On June 5, 2019, an even wider avenue of options was opened for our nation’s veterans. Long awaited changes and updates within the Department of Veteran Affairs have made much progress on improving the quality and accessibility of healthcare from established providers. With the implementation of the VA MISSION Act, veterans will now have more options for private-sector healthcare.
And yet, some Democrats pushed back hard on these new policies. In a nearly party-wide push to create a single-payer insurance model in the U.S., there have been widespread attacks on the private sector of health insurance.

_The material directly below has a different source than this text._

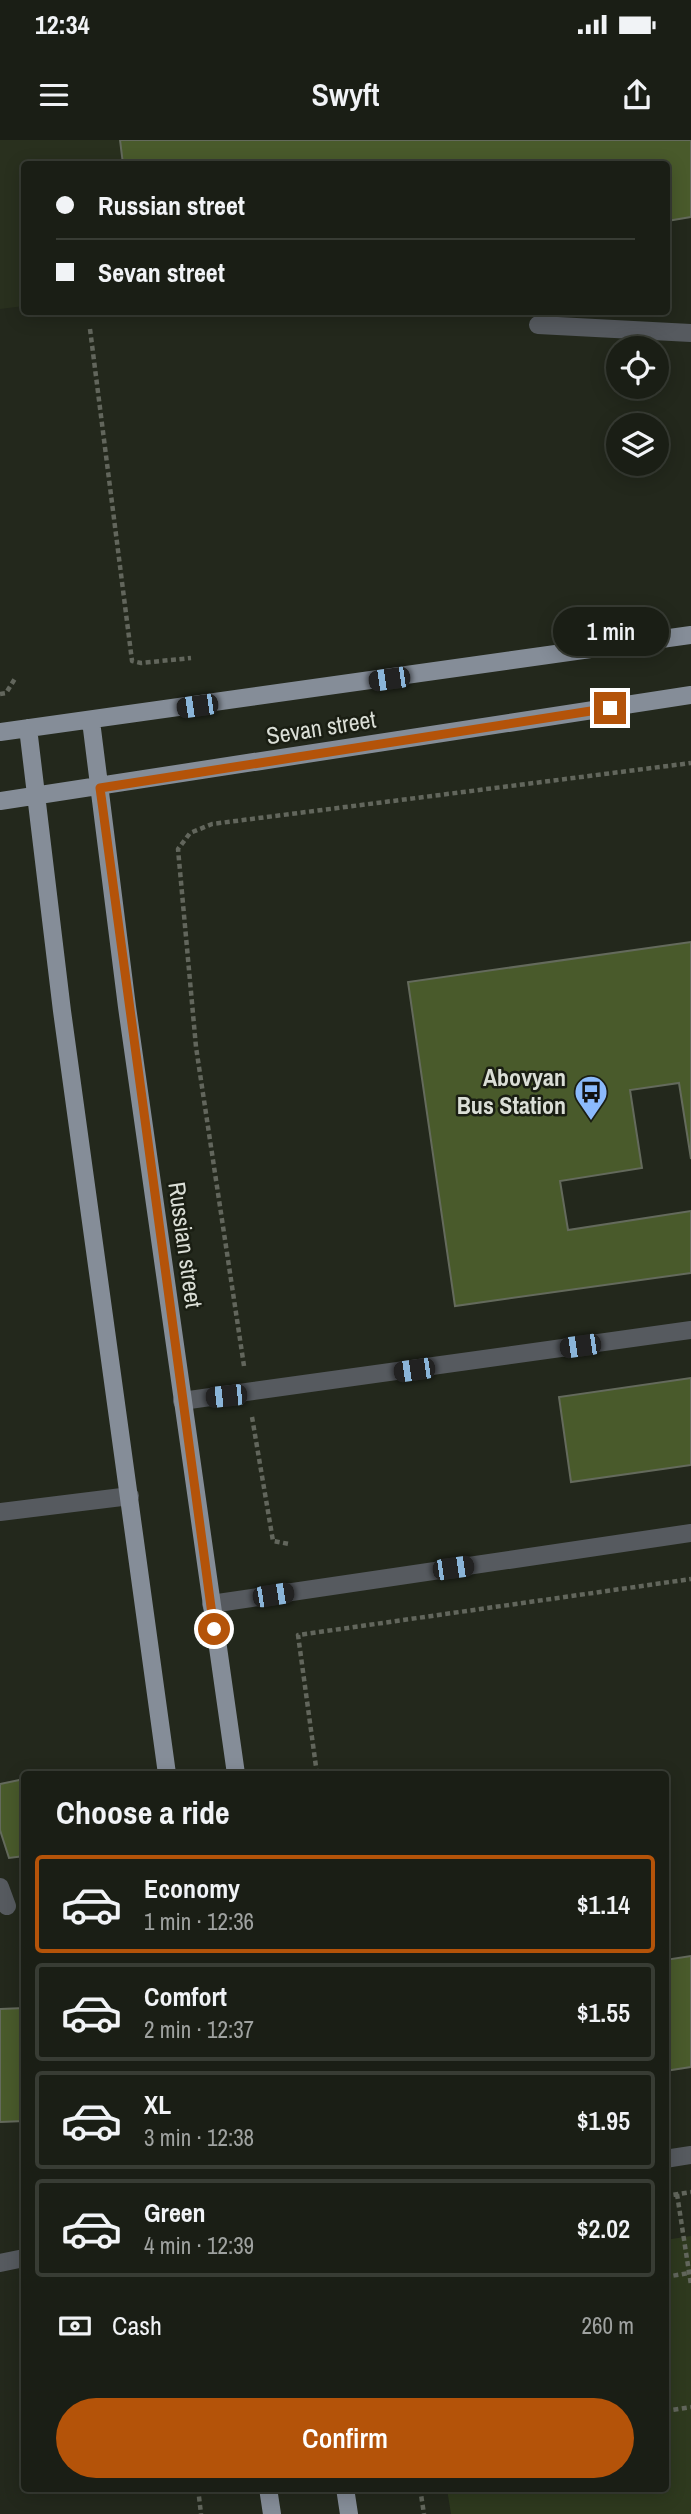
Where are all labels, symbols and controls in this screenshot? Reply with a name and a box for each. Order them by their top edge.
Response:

With the latest move to introduce more private sector options for veterans, Democrats are crying foul and insinuating that this move is intended to fully privatize veteran healthcare.
This simply isn’t true.
On a new website published to refute the myths surrounding the MISSION Act, which gives veterans meeting certain criteria the option to seek healthcare outside of the VA’s network, the Department of Veterans Affairs provides information about the ins and outs of the policy.
“The VA MISSION Act does NOT privatize the VA health care system,” the first “mythbuster” on the MISSION Act’s website states. “The VA MISSION Act works to better integrate the VA with community health care providers, fix structural issues with the VA’s outside care programs, and ultimately improve access to care while expanding the health care options available to veterans through the VA, all while maintaining the VA’s vital healthcare infrastructure for those veterans who choose to receive care within the VA.”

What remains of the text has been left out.